A manifestação ocorreu após imagens da operação policial mostrarem bandeiras da campanha de Maria do Carmo próximas à carga apreendida. Em vídeo publicado nas redes sociais, Salazar questionou a exposição do material e responsabilizou politicamente o grupo do governador e candidato à reeleição Roberto Cidade, a quem costuma chamar de “Pão Molhado”.
“Quando eu falo que o grupo do Pão Molhado é sujo, as pessoas falam que eu estou aloprando. Olha aqui, polícia fez uma apreensão de não sei quantas toneladas de droga e colocaram as bandeiras da professora Maria do Carmo no meio das drogas”, disse.
Salazar não apresentou provas de que integrantes do grupo de Cidade tenham colocado as bandeiras junto aos entorpecentes. Também não há, até o momento, informação das autoridades policiais apontando interferência de qualquer grupo político na disposição dos materiais exibidos nas imagens da apreensão.
Operação apreendeu toneladas de skunk
A ação da Polícia Civil ocorreu na quinta-feira (3), no bairro Aleixo, Zona Centro-Sul de Manaus. O material ilícito estava armazenado em dois caminhões encontrados em um imóvel relacionado a Rodrigo Soares, conhecido como RC Soares.
Segundo as informações divulgadas sobre a investigação, os veículos seriam utilizados para levar a droga do Amazonas para outros estados. Soares teve a prisão preventiva cumprida e é investigado por tráfico de drogas.

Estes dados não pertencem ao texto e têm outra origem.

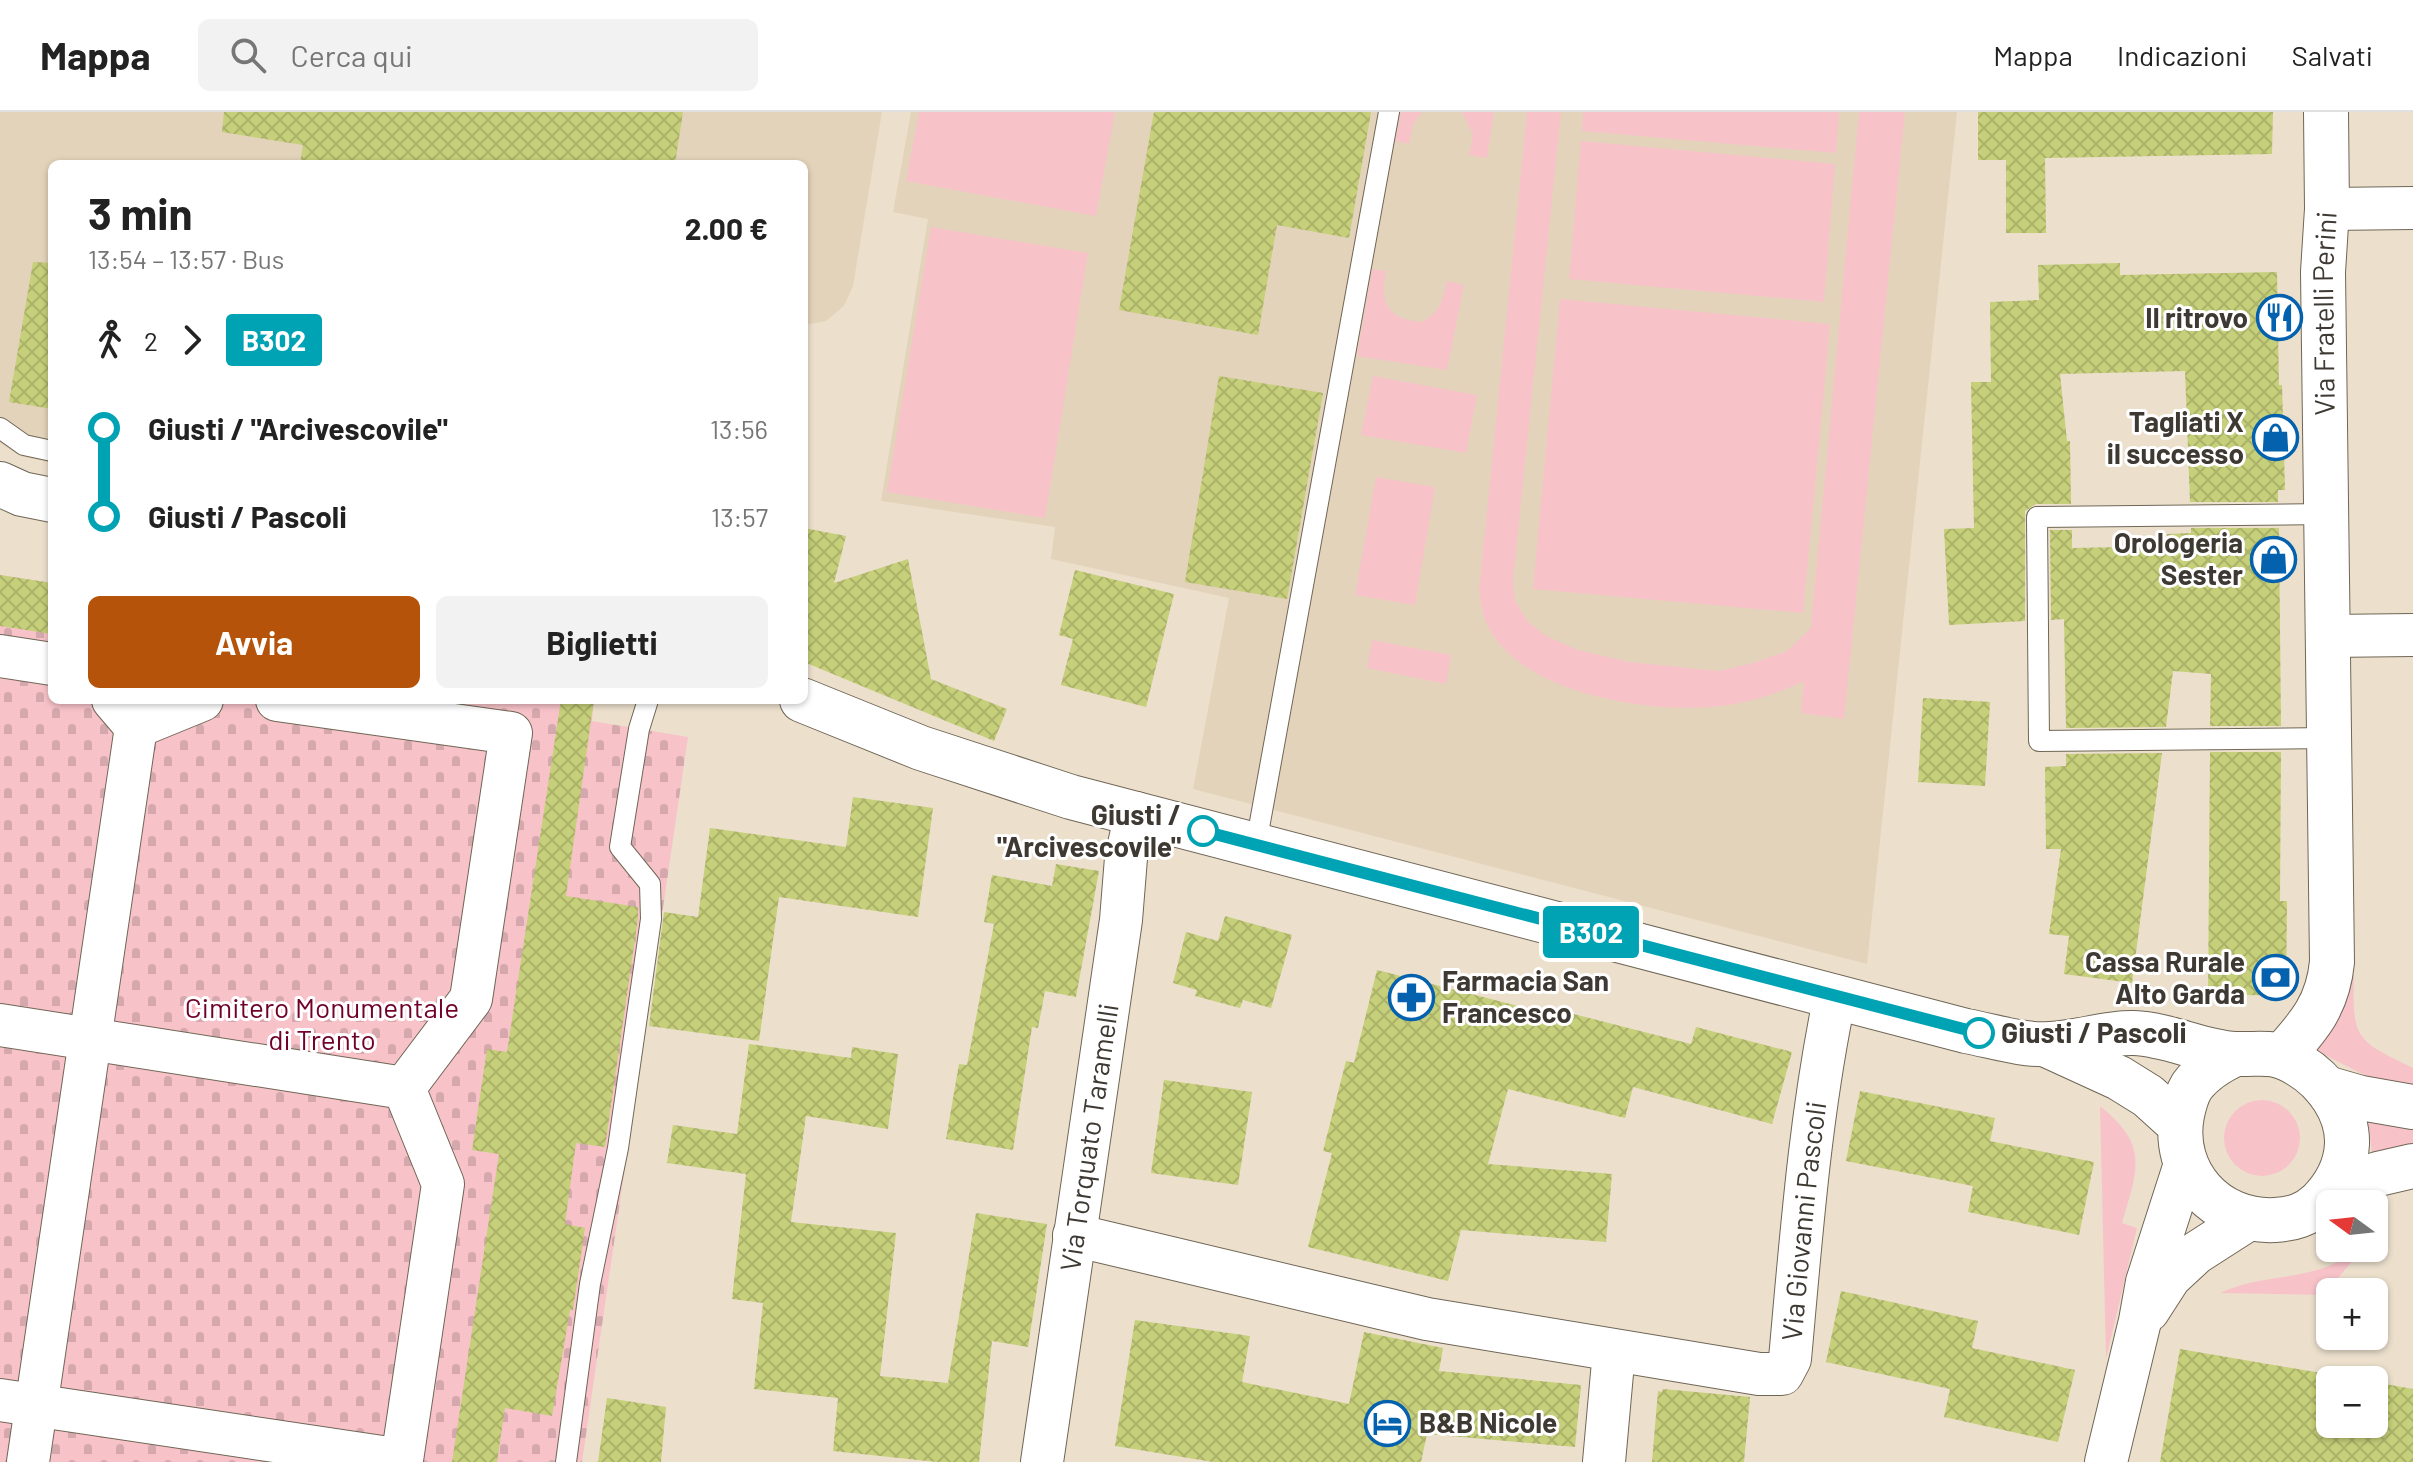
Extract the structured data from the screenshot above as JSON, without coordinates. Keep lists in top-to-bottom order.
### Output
{
  "streets": {
    "street": ["Via Fratelli Perini", "Via Torquato Taramelli", "Via Giovanni Pascoli"]
  },
  "crossings": [
    ["Via Torquato Taramelli", "Via Giovanni Pascoli"]
  ],
  "parks": ["Cimitero Monumentale di Trento"],
  "places": {
    "restaurant": ["Il ritrovo"],
    "shop": ["Tagliati X il successo", "Orologeria Sester"],
    "other": ["Giusti / \"Arcivescovile\"", "Giusti / Pascoli"],
    "bank": ["Cassa Rurale Alto Garda"],
    "pharmacy": ["Farmacia San Francesco"],
    "hotel": ["B&B Nicole"]
  },
  "lines": ["bus line B302"],
  "north": "left",
  "page": {
    "header": "Mappa",
    "search": "Cerca qui",
    "nav": ["Mappa", "Indicazioni", "Salvati"],
    "on_map": "B302",
    "heading": ["3 min", "13:54 – 13:57 · Bus", "2.00 €"],
    "legs": ["2", "B302"],
    "list": [
      {
        "name": "Giusti / \"Arcivescovile\"",
        "value": "13:56"
      },
      {
        "name": "Giusti / Pascoli",
        "value": "13:57"
      }
    ],
    "buttons": ["Avvia", "Biglietti"],
    "map_buttons": ["+", "−"]
  }
}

O episódio chegou ao centro do debate eleitoral porque Soares se apresentava nas redes sociais como coordenador da campanha de Maria do Carmo. Há também registros dele ao lado da candidata.
Essa identificação, entretanto, era utilizada pelo próprio investigado. As informações disponíveis até agora não confirmam se Soares ocupava oficialmente algum cargo na estrutura eleitoral da candidata do PL.
A presença das bandeiras no imóvel também não estabelece, por si só, vínculo da campanha de Maria do Carmo com a carga apreendida. Nenhuma informação divulgada pela Polícia Civil até o momento aponta participação da candidata na investigação.
“É jogo sujo”, diz Salazar
No vídeo, Salazar sustentou que a forma como o material eleitoral apareceu junto à apreensão teria como finalidade provocar desgaste à imagem de Maria do Carmo.
“E agora, vocês colocando a bandeira da professora Maria do Carmo no meio das drogas. Porra, é jogo sujo isso daí”, afirmou.
O vereador ampliou as críticas e recuperou acusações que já havia feito contra adversários. Salazar afirmou que pessoas ligadas ao grupo político de Cidade teriam procurado a mãe de seu filho e oferecido dinheiro para que ela atuasse contra ele durante a campanha.
A alegação foi apresentada pelo próprio candidato e, na publicação, não foi acompanhada de elementos que demonstrassem a participação de integrantes do grupo de Roberto Cidade.
Salazar ainda atacou a administração estadual ao citar pendências que, segundo ele, atingiriam médicos, trabalhadores terceirizados e integrantes da segurança pública.
Com a repercussão política do caso, a apreensão de drogas passou a alimentar o confronto entre aliados das duas candidaturas ao Governo do Amazonas. No âmbito policial, porém, a investigação está concentrada na origem, armazenamento e destino da carga apreendida e nos suspeitos envolvidos no esquema de tráfico.